§ **Provided records**
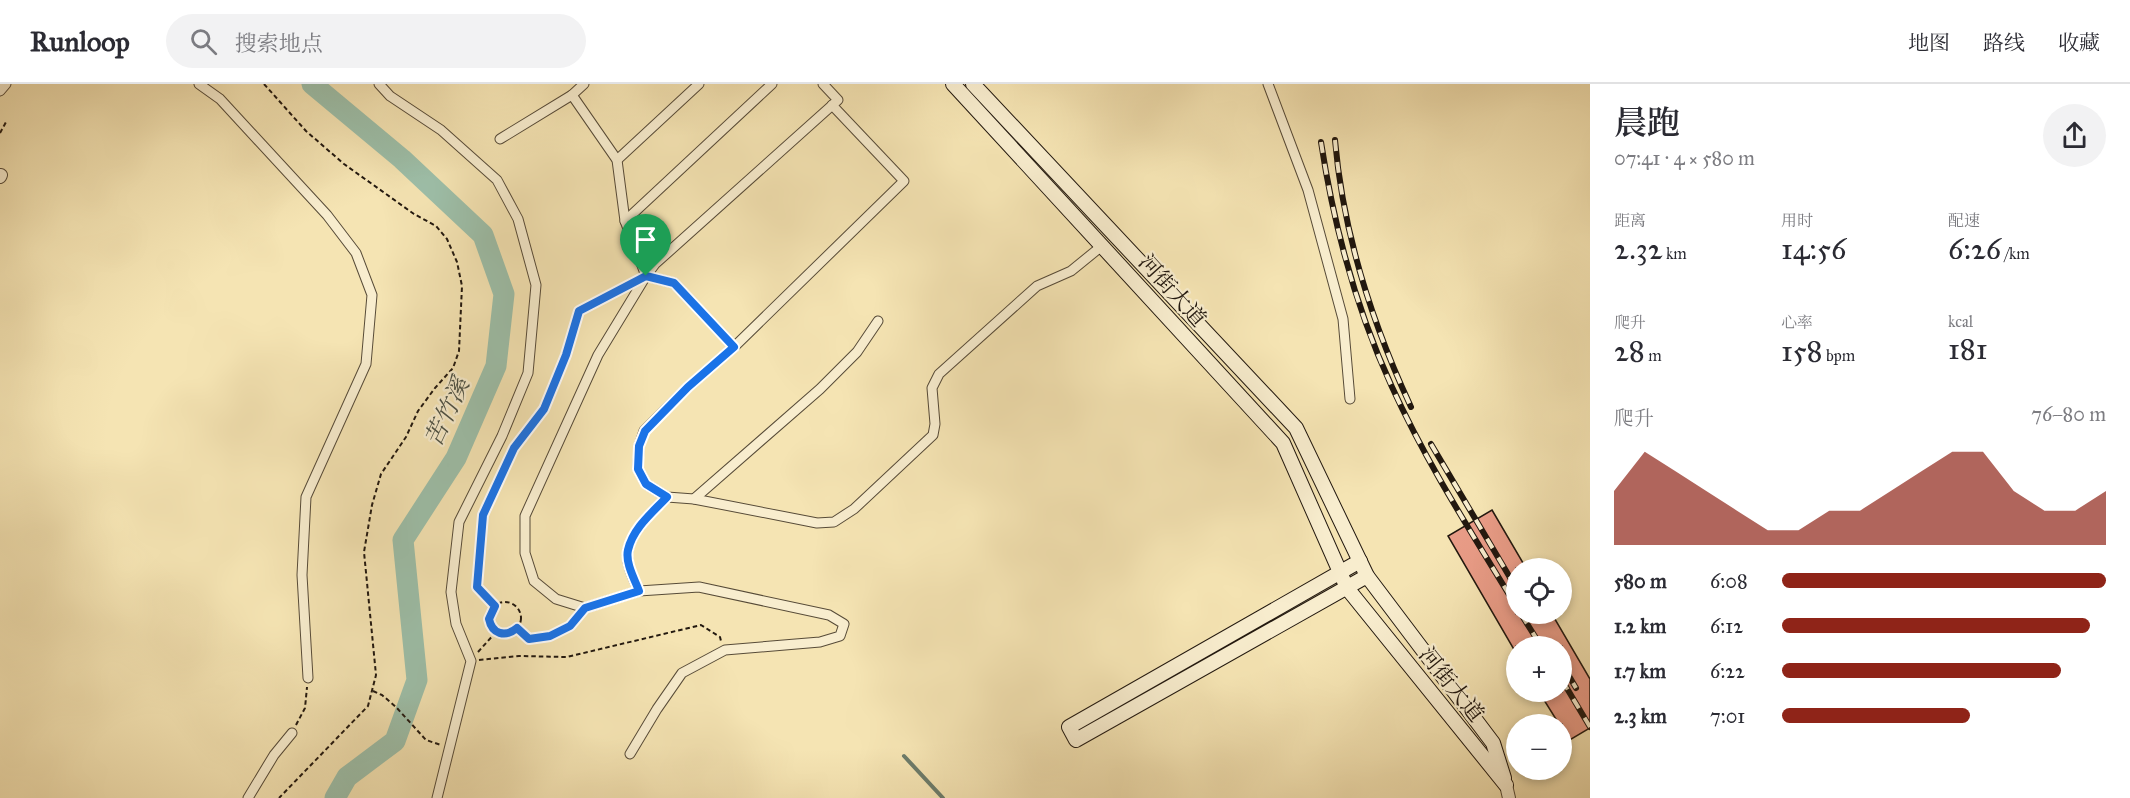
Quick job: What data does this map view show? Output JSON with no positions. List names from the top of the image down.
...
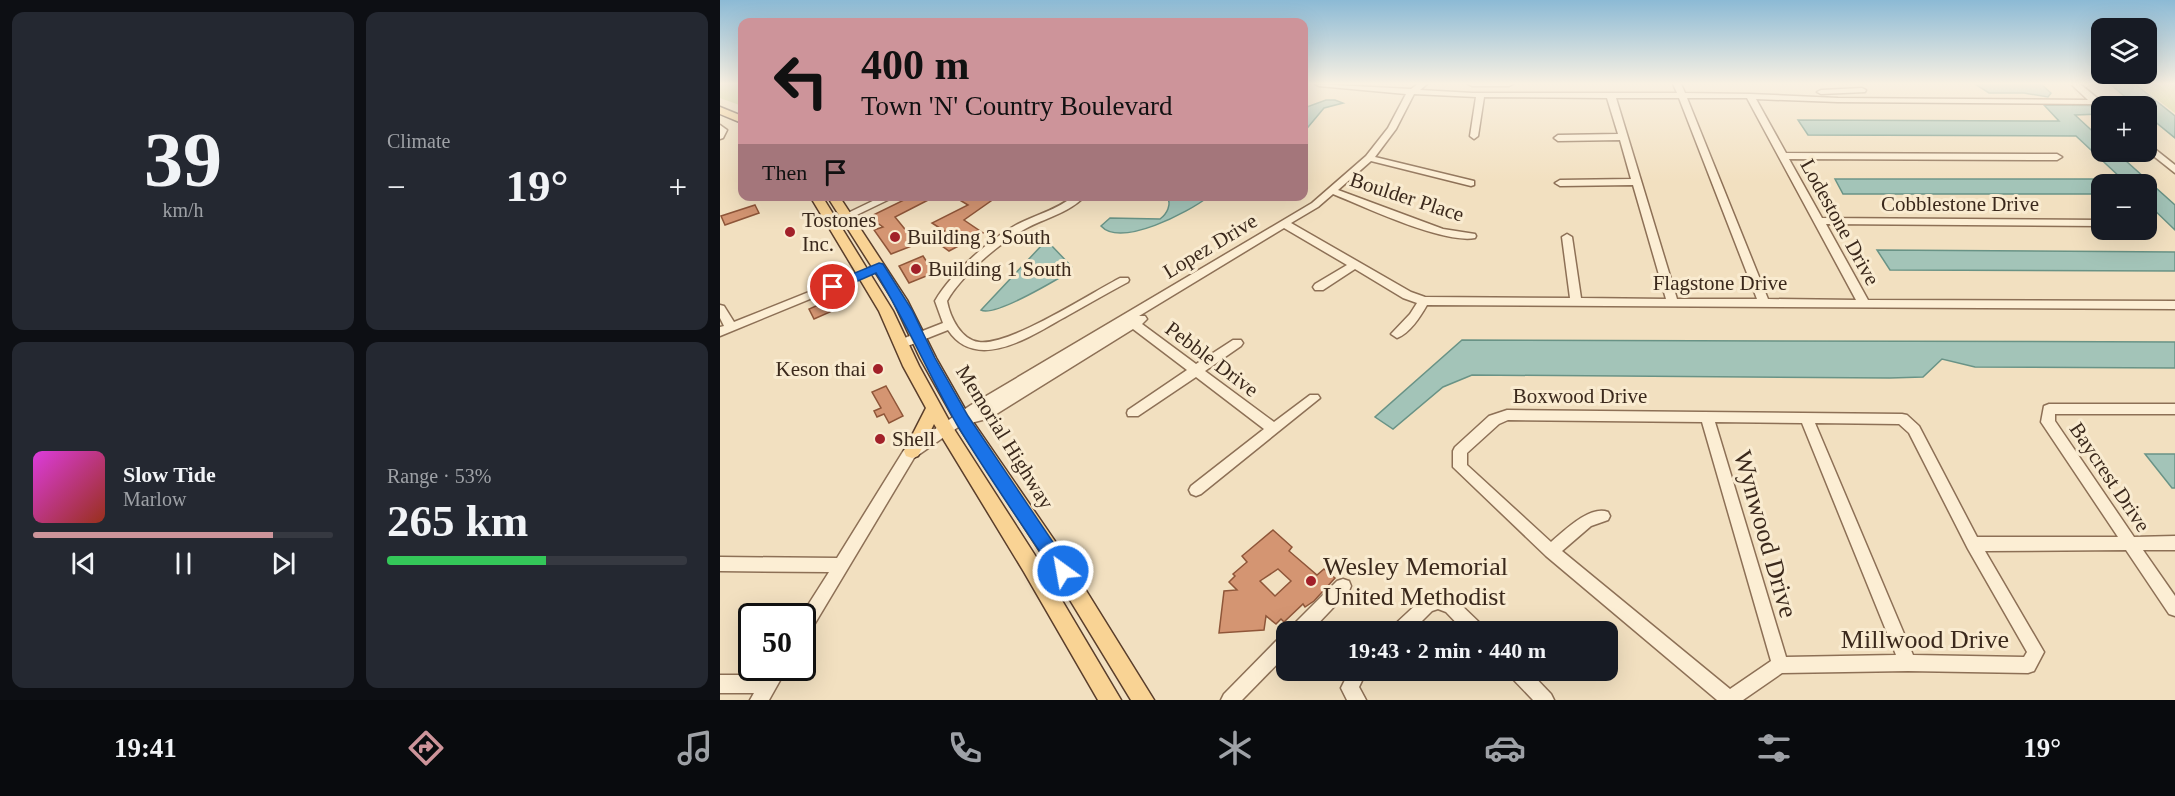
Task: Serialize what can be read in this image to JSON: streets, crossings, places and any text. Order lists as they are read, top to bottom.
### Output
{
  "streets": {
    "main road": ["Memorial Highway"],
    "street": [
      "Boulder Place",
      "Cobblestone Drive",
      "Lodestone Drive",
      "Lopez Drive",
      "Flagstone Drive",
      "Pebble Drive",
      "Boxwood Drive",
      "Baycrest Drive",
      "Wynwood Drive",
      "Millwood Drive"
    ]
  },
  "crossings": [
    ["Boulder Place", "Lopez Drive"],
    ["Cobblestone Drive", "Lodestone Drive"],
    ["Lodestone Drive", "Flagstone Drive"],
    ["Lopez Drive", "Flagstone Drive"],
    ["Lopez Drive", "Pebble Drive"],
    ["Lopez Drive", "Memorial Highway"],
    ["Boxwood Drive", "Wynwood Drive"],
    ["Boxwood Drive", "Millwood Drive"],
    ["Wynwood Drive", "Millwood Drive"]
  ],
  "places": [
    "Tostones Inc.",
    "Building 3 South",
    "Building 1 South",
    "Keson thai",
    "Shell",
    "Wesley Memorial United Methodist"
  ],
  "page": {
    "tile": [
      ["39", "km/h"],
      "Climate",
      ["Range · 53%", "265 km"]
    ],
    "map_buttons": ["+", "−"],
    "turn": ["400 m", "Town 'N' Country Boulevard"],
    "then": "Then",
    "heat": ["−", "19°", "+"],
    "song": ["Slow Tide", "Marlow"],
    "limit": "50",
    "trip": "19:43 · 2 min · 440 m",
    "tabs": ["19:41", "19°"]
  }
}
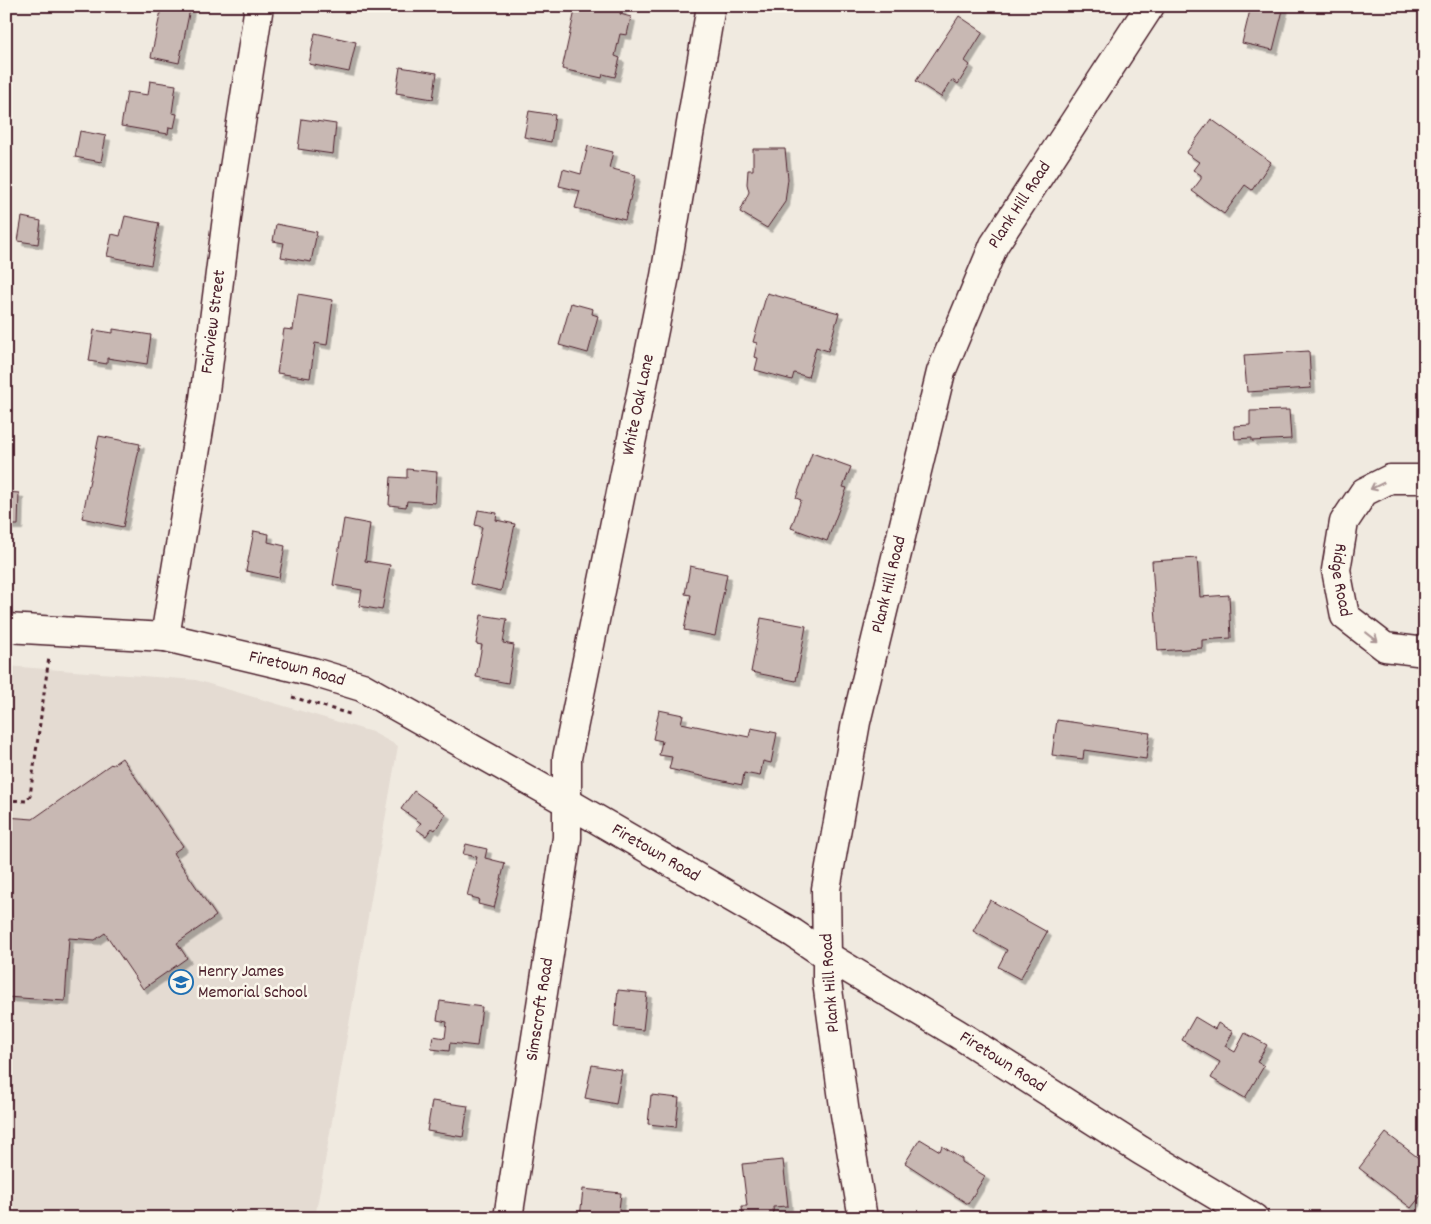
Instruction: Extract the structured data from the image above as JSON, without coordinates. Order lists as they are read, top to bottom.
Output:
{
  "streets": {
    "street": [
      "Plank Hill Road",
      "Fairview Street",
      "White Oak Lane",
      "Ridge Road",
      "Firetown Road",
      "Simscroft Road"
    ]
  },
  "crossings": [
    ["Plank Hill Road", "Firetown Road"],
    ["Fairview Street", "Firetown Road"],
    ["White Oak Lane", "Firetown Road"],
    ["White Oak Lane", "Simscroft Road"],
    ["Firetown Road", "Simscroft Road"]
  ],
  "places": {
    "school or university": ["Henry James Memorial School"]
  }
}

§ **Required action**
Please count the lines of the entries above that include "they" and give only the total.

§ **Output**
2